:: Stored data

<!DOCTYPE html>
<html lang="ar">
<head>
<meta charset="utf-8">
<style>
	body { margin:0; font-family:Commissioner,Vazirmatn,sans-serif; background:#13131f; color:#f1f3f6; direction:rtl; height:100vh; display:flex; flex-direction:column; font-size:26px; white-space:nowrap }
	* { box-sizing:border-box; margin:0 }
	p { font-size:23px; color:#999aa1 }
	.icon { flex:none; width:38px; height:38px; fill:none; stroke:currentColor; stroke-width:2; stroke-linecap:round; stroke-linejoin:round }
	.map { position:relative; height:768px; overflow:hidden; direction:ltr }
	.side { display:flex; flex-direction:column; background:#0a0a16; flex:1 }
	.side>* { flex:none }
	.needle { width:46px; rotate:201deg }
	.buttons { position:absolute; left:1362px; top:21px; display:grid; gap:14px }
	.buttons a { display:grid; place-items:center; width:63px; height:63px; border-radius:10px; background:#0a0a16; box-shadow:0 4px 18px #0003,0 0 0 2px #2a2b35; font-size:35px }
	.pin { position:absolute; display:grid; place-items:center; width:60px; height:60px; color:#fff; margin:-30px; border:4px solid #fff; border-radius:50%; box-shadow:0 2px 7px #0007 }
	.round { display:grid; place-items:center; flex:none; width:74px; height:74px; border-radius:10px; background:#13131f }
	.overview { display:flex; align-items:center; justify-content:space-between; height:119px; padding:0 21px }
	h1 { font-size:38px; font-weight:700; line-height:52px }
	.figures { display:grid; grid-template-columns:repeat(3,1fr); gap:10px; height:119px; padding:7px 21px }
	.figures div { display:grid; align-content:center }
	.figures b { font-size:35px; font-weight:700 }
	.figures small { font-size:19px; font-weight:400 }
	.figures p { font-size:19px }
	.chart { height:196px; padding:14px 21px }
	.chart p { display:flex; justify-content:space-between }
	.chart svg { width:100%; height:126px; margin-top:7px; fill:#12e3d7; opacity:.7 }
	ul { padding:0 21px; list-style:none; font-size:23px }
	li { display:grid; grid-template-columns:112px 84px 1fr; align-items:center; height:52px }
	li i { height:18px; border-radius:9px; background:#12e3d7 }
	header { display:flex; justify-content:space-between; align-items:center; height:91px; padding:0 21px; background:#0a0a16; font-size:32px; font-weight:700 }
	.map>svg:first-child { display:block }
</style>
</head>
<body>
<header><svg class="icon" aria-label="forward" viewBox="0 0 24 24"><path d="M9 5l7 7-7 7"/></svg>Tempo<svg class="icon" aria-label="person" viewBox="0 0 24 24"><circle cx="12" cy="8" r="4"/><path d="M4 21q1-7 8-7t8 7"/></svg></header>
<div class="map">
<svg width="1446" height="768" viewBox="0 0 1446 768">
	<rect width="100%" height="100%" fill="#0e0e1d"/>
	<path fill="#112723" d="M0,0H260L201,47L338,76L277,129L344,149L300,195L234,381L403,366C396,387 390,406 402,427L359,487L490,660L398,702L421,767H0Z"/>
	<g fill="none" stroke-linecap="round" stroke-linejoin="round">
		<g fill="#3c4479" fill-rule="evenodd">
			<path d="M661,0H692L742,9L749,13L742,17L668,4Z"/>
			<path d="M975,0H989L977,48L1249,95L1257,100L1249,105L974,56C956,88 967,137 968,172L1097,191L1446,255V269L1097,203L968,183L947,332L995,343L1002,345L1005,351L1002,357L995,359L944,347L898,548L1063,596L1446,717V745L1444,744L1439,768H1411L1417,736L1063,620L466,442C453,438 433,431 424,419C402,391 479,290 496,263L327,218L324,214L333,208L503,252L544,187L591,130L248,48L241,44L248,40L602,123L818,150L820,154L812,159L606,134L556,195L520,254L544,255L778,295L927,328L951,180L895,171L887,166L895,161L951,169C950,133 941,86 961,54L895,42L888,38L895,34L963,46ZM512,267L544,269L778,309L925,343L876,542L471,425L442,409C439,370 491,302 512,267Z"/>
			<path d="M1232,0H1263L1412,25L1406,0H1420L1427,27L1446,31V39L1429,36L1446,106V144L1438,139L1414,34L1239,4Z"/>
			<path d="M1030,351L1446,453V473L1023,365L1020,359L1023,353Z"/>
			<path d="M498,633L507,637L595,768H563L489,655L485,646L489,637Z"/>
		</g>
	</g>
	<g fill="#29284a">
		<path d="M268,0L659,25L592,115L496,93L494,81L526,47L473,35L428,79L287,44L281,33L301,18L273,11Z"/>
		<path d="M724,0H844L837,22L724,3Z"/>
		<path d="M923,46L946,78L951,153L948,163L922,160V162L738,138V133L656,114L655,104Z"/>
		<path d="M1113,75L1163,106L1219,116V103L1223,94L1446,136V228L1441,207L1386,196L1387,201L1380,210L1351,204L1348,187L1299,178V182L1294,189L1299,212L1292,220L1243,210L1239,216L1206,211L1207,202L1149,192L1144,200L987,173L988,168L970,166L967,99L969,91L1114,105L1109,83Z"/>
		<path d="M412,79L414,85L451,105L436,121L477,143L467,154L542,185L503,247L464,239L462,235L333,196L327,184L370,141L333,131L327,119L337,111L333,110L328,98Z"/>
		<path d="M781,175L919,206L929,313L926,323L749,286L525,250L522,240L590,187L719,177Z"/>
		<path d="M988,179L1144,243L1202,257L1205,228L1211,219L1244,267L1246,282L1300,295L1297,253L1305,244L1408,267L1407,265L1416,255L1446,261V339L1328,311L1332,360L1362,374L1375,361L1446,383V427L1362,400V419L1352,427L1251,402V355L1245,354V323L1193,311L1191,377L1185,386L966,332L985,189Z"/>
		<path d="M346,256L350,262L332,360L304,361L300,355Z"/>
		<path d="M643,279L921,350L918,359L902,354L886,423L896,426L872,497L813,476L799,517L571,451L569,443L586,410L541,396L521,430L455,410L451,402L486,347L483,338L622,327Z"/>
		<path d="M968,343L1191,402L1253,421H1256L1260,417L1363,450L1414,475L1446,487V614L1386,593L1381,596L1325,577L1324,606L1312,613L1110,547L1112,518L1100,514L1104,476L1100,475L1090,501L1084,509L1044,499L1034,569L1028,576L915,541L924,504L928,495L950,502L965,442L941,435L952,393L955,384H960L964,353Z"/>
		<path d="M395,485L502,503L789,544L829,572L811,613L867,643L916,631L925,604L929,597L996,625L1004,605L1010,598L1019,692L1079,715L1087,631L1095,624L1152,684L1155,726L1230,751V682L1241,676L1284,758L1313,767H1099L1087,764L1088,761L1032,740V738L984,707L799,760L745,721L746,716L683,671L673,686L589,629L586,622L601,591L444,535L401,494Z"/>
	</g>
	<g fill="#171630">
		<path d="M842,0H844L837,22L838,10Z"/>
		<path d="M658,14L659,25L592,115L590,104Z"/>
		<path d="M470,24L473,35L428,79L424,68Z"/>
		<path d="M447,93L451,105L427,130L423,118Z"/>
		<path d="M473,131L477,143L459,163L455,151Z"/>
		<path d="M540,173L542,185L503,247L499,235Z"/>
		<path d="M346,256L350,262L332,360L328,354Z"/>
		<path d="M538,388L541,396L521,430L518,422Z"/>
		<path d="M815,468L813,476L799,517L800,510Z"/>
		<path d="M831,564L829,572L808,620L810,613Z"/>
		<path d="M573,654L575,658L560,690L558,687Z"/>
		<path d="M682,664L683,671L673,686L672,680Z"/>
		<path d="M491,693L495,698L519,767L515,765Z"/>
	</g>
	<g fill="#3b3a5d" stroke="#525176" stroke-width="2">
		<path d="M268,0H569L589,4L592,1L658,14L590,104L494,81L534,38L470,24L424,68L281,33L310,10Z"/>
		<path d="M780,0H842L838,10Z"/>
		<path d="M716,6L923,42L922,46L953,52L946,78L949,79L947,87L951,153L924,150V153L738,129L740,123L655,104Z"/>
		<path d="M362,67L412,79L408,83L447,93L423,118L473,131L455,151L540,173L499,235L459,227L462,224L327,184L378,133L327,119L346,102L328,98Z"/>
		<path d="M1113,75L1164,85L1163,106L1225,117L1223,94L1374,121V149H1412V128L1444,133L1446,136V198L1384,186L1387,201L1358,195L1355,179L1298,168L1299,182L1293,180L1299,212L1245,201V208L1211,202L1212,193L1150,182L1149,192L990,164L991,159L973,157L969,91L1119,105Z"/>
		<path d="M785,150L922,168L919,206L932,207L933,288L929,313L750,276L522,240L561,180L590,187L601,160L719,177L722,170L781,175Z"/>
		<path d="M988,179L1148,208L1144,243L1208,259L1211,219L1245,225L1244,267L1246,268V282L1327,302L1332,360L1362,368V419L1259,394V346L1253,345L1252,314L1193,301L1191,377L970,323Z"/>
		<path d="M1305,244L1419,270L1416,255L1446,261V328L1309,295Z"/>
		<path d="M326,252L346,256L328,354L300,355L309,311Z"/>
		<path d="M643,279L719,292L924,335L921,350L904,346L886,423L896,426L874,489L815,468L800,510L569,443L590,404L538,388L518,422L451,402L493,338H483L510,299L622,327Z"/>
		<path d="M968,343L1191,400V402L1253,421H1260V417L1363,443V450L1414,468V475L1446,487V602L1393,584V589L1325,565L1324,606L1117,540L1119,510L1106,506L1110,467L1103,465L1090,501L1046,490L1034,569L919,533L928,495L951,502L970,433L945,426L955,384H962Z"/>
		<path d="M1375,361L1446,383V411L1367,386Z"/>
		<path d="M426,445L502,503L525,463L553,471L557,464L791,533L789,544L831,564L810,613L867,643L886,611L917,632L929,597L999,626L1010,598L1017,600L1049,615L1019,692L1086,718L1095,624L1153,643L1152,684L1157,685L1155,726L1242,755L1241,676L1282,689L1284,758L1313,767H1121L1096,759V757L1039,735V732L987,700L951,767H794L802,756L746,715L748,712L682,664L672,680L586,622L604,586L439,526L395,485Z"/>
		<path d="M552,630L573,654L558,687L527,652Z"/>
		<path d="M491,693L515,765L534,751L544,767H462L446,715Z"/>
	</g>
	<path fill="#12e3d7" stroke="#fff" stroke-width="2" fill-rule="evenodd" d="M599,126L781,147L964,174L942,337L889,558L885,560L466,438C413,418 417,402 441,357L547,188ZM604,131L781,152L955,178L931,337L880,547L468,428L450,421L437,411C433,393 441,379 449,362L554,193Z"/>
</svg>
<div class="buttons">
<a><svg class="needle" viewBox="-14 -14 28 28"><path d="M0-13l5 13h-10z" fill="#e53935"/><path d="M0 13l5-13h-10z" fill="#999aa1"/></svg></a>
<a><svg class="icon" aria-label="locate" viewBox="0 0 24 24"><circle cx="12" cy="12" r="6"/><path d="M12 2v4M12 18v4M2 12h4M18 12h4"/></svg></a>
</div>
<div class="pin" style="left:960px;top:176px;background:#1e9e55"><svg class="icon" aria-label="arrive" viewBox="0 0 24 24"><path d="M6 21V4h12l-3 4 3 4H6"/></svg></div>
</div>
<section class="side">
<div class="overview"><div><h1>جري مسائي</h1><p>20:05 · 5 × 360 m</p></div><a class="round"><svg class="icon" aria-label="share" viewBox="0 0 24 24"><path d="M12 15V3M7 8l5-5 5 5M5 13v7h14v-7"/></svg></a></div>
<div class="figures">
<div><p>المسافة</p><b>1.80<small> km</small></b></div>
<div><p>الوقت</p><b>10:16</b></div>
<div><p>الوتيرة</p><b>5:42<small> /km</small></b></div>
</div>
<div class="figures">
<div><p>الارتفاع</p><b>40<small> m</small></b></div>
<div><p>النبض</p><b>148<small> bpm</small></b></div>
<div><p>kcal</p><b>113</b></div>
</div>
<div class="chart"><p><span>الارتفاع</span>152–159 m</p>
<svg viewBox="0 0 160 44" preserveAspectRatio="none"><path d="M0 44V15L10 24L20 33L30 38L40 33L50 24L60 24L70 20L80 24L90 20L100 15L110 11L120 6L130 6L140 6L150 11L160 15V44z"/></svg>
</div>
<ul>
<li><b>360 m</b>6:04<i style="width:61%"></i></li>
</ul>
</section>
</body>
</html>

::::

Within the data above, find the lines that contain the word "position" and copy each of them.

	.map { position:relative; height:768px; overflow:hidden; direction:ltr }
	.buttons { position:absolute; left:1362px; top:21px; display:grid; gap:14px }
	.pin { position:absolute; display:grid; place-items:center; width:60px; height:60px; color:#fff; margin:-30px; border:4px solid #fff; border-radius:50%; box-shadow:0 2px 7px #0007 }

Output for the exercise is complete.